» Your task: Your reply should hold every entry below exactly as written and none of the pictures.

Recorded data

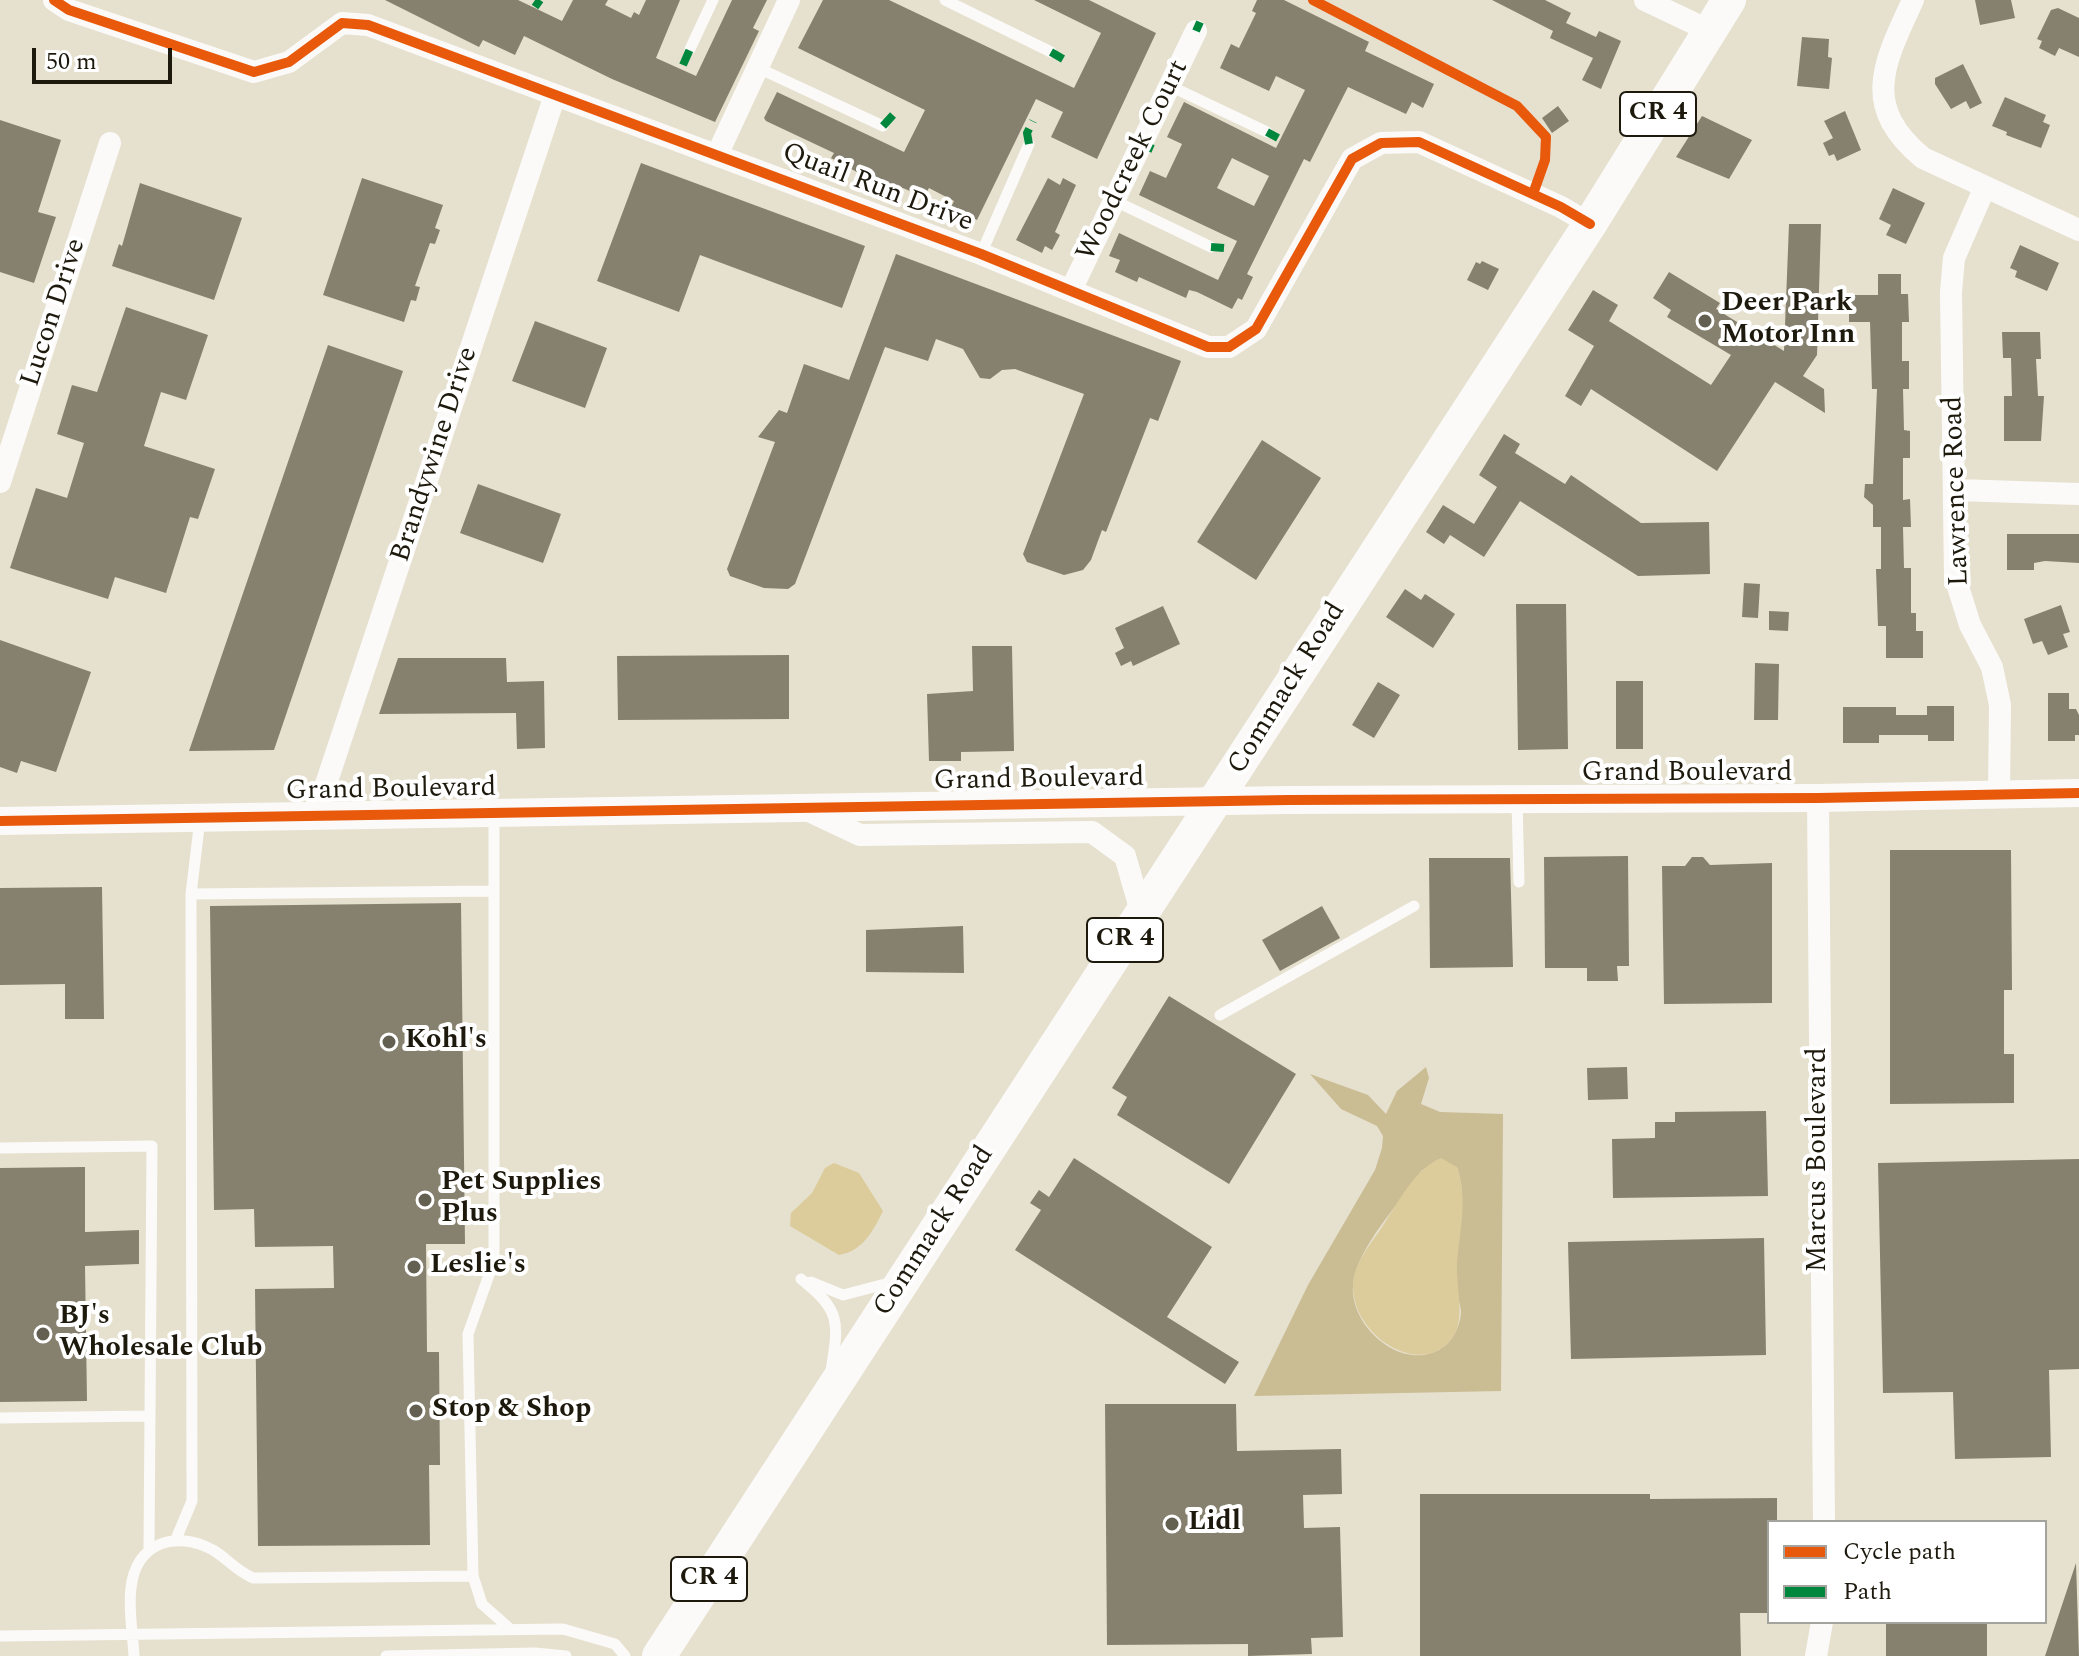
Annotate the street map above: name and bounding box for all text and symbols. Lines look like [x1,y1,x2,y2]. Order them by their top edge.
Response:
scale bar [36,32,176,82]
text: 50 m [46,44,97,80]
street label: Woodcreek Court [1071,55,1197,267]
road number: CR 4 [1620,92,1696,136]
street label: Quail Run Drive [777,137,977,241]
street label: Lucon Drive [15,235,95,391]
place label: Deer Park Motor Inn [1721,288,1855,354]
marker: Deer Park Motor Inn [1696,312,1714,330]
street label: Brandywine Drive [385,343,487,567]
street label: Lawrence Road [1938,395,1978,587]
street label: Commack Road [1222,597,1354,781]
street label: Grand Boulevard [1582,758,1792,792]
street label: Grand Boulevard [933,762,1145,800]
street label: Grand Boulevard [285,772,497,810]
road number: CR 4 [1087,918,1163,962]
place label: Kohl's [405,1025,487,1059]
marker: Kohl's [380,1033,398,1051]
street label: Marcus Boulevard [1803,1047,1837,1273]
street label: Commack Road [867,1141,1003,1323]
place label: Pet Supplies Plus [441,1167,602,1233]
marker: Pet Supplies Plus [416,1191,434,1209]
place label: Leslie's [430,1250,526,1284]
marker: Leslie's [405,1258,423,1276]
place label: BJ's Wholesale Club [59,1301,262,1367]
marker: BJ's Wholesale Club [34,1325,52,1343]
place label: Stop & Shop [432,1394,591,1428]
marker: Stop & Shop [407,1402,425,1420]
place label: Lidl [1188,1507,1241,1541]
marker: Lidl [1163,1515,1181,1533]
legend [1767,1520,2047,1624]
text: Cycle path [1843,1534,1956,1570]
road number: CR 4 [671,1557,747,1601]
text: Path [1843,1574,1892,1610]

» Solution for this exercise:
Annotate the street map above: name and bounding box for all text and symbols. Lines look like [x1,y1,x2,y2]. Order them by their top edge.
Response:
scale bar [36,32,176,82]
text: 50 m [46,44,97,80]
street label: Woodcreek Court [1071,55,1197,267]
road number: CR 4 [1620,92,1696,136]
street label: Quail Run Drive [777,137,977,241]
street label: Lucon Drive [15,235,95,391]
place label: Deer Park Motor Inn [1721,288,1855,354]
marker: Deer Park Motor Inn [1696,312,1714,330]
street label: Brandywine Drive [385,343,487,567]
street label: Lawrence Road [1938,395,1978,587]
street label: Commack Road [1222,597,1354,781]
street label: Grand Boulevard [1582,758,1792,792]
street label: Grand Boulevard [933,762,1145,800]
street label: Grand Boulevard [285,772,497,810]
road number: CR 4 [1087,918,1163,962]
place label: Kohl's [405,1025,487,1059]
marker: Kohl's [380,1033,398,1051]
street label: Marcus Boulevard [1803,1047,1837,1273]
street label: Commack Road [867,1141,1003,1323]
place label: Pet Supplies Plus [441,1167,602,1233]
marker: Pet Supplies Plus [416,1191,434,1209]
place label: Leslie's [430,1250,526,1284]
marker: Leslie's [405,1258,423,1276]
place label: BJ's Wholesale Club [59,1301,262,1367]
marker: BJ's Wholesale Club [34,1325,52,1343]
place label: Stop & Shop [432,1394,591,1428]
marker: Stop & Shop [407,1402,425,1420]
place label: Lidl [1188,1507,1241,1541]
marker: Lidl [1163,1515,1181,1533]
legend [1767,1520,2047,1624]
text: Cycle path [1843,1534,1956,1570]
road number: CR 4 [671,1557,747,1601]
text: Path [1843,1574,1892,1610]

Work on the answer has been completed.